Yaptıkları uluslar arası mahkeme tarafından ispat edildiği ve bunu yapan liderleri yargılanıp cezalandırıldıkları halde özür dilemezken, biz neden olmamış bir soykırım için, sırf böyle bir iddia var diye, özür dileyelim.
ABD olmayan bir iddia ile Irak’a girdi ve binlerce Iraklıyı tüm dünyanın gözü önünde öldürdü. On binlerce, yüz binlerce Irak’lıya işkenceler yaptı. Milyonlarca Iraklı kadına tecavüz etti. Ü
Dünya Irak’ ta olup bitenleri hem televizyonlardan seyir etti. Gazetelerden okuduklarıyla kaldı.
Peki, ABD bunun için özür diledi mi ? Peki, biz neden olmayan bir iddia için özür diliyoruz.
Evet, 1915 yılında özellikle Osmanlı –Rus savaşı sırasında Ermeni kökenli Osmanlı vatandaşları ile Türk kökenliler arasında bazı tatsız olaylar olmuştur. Ama o dönemde yaşanan tüm acı olayların mümessili yine Ermenilerdir.

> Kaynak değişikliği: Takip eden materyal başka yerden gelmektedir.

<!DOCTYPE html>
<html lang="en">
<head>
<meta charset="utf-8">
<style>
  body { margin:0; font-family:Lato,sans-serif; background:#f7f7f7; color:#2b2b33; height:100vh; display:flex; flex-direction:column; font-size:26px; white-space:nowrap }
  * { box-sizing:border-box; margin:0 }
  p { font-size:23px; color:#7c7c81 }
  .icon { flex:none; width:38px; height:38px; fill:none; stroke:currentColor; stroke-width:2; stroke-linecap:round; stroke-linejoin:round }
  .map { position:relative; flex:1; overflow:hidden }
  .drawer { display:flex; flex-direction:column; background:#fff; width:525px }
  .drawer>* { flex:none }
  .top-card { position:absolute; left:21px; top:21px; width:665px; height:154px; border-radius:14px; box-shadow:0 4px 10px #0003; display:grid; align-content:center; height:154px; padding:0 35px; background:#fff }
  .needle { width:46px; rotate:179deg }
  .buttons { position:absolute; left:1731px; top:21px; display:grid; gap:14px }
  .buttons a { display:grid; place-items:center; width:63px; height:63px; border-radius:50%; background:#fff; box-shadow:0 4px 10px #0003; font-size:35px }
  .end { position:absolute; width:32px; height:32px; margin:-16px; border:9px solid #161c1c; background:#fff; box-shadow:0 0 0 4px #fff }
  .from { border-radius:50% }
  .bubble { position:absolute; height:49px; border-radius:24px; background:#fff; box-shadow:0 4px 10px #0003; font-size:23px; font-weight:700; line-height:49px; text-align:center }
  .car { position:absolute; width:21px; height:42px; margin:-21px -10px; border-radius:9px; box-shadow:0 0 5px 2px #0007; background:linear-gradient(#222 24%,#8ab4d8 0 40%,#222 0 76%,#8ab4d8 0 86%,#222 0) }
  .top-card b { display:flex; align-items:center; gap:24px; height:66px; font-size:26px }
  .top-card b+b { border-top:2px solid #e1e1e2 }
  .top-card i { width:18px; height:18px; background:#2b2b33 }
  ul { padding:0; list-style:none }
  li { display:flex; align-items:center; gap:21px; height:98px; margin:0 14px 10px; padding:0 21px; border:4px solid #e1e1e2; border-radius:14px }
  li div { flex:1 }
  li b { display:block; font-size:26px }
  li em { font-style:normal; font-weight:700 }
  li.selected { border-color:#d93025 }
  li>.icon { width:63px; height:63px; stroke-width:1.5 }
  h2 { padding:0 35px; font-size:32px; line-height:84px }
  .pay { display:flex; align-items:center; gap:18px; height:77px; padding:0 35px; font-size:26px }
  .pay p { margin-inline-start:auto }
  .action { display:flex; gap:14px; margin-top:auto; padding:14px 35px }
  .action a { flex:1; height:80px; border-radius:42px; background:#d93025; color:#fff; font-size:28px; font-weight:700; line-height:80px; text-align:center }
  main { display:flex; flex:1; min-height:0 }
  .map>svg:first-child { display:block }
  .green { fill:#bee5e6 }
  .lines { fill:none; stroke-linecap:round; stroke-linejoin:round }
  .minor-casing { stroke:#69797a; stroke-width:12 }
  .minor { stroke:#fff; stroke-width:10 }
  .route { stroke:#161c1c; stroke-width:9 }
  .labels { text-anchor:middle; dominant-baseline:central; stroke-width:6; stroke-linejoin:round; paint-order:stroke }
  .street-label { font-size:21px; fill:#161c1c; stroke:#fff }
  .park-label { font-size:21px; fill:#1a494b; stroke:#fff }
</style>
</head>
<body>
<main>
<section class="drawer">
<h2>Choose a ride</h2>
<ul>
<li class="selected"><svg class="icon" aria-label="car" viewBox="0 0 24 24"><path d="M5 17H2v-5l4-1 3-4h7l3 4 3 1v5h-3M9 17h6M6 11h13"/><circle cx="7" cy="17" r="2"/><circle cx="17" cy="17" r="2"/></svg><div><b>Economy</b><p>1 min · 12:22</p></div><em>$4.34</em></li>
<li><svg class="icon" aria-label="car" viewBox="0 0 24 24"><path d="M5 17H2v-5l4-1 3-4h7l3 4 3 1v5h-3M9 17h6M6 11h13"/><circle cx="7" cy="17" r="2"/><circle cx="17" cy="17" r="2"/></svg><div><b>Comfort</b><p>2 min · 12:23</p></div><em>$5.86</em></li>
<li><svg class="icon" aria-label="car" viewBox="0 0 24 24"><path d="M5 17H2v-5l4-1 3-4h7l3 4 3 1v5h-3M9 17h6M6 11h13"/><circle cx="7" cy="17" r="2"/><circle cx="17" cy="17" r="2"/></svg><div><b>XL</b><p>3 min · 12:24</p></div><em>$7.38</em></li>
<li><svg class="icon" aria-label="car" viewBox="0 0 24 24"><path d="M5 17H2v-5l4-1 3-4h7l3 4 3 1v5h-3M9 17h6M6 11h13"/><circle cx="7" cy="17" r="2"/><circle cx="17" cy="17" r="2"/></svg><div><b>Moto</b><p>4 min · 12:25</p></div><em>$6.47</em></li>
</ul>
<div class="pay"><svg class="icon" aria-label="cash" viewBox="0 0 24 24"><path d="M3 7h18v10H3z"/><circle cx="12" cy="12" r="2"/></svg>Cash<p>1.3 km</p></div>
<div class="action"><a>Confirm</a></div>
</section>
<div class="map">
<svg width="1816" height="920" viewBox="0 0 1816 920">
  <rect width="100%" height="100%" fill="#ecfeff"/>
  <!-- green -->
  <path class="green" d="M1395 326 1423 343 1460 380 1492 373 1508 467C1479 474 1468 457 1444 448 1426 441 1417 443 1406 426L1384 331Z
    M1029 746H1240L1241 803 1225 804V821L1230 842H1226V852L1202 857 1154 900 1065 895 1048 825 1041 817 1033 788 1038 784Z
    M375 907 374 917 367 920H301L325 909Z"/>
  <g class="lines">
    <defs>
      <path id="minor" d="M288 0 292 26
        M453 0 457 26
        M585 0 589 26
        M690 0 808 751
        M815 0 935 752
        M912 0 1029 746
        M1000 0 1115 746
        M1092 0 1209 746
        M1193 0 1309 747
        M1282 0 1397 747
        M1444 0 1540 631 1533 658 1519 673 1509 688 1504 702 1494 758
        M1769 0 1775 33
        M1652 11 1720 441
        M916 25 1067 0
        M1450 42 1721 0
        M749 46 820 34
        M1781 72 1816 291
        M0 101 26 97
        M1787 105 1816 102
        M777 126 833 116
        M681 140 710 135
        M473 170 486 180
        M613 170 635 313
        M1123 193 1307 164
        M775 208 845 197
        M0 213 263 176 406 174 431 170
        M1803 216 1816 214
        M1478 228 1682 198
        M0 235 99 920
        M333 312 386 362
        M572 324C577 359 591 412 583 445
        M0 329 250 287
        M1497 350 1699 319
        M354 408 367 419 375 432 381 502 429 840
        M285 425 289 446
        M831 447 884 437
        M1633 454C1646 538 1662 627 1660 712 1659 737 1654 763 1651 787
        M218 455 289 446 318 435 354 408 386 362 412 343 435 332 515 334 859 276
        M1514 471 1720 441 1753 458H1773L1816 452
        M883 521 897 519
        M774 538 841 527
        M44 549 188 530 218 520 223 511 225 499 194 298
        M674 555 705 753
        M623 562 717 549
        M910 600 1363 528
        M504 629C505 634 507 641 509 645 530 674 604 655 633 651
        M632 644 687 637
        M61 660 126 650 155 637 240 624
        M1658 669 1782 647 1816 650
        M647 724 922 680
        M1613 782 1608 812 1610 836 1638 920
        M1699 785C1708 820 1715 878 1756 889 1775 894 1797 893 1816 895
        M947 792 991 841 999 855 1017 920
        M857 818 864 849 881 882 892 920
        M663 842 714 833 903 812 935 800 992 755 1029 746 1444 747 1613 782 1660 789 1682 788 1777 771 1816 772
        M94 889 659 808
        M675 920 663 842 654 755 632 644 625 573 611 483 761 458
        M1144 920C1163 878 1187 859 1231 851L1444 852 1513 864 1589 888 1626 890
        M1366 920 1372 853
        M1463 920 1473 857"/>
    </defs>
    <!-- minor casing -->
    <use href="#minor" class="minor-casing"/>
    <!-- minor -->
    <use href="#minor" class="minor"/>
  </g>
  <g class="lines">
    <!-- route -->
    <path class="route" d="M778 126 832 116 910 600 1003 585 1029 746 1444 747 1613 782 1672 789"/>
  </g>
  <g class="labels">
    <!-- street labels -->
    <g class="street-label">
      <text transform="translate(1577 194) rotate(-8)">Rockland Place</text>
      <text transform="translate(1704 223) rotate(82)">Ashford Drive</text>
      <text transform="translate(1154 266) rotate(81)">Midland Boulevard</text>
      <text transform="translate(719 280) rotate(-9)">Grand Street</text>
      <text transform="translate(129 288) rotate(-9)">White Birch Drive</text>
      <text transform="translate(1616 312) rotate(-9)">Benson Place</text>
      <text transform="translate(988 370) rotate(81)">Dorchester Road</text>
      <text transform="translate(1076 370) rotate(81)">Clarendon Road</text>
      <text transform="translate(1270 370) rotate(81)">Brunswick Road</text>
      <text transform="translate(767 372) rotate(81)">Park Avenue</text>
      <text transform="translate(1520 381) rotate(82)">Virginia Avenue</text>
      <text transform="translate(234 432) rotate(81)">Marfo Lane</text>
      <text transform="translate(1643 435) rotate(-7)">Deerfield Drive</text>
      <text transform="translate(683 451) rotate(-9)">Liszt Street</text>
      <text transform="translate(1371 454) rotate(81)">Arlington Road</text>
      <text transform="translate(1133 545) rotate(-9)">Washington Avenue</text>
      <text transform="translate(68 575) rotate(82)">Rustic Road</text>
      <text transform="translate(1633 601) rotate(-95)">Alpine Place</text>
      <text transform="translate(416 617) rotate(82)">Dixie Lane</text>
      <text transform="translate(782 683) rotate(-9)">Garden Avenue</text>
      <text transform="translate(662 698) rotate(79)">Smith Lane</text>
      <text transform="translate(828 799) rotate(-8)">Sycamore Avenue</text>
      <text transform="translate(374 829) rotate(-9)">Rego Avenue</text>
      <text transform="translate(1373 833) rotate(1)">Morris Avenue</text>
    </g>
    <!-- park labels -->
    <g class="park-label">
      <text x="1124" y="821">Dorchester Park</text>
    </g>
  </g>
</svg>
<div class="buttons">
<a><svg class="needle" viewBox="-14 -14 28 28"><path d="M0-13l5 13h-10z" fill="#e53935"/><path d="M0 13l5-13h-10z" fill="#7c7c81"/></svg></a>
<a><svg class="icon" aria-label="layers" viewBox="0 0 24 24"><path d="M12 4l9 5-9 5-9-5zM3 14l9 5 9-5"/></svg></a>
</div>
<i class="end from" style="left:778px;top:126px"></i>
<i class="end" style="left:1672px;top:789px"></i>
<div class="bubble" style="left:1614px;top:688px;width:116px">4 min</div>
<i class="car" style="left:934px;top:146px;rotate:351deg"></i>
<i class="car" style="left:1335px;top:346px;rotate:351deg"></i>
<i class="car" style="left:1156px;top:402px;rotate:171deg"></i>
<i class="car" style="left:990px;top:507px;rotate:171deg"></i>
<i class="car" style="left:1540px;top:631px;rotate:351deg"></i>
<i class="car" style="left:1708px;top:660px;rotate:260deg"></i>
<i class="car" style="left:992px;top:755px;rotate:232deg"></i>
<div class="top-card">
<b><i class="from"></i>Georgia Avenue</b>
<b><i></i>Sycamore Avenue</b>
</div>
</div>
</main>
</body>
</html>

Onların Ruslara yardım amacı ile acımasızca çoluk-çocuk yaşlı demeden işledikleri katliamlar sonucunda ortaya çıkmıştır. Bunların tüm belgeleri açık olarak, Rus, İngiliz ve Osmanlı arşivlerinde açık olarak görülmektedir. Bugün hala HEM Ermenilerin hem de içimizdeki sözde aydınların iddialarının aksine, Doğu Anadolu’da Ermenilerin Türklere karşı toplu katliam uyguladığını gösteren birçok toplu mezarlar ortaya çıkarılmaktadır.
Yunanlılardan da, siz ülkemizi işgale kalktınız. Kadınlarımıza, kızlarımıza askerleriniz tecavüz etti.
Başta İzmir olmak üzere birçok kentimizi yaktınız ama Türk Ulusu ve onun şanlı ordusu siz işgalcileri bu topraklardan söküp attı diyerek, şimdi onlardan da mı özür dilemeliyiz? Böyle bir düşünceyi onaylamak mümkün mü?
Bugün sözde aydın geçinen insanlar kimin davulunu çalmaya çalışıyorlar, bunu anlamak inanın mümkün değil.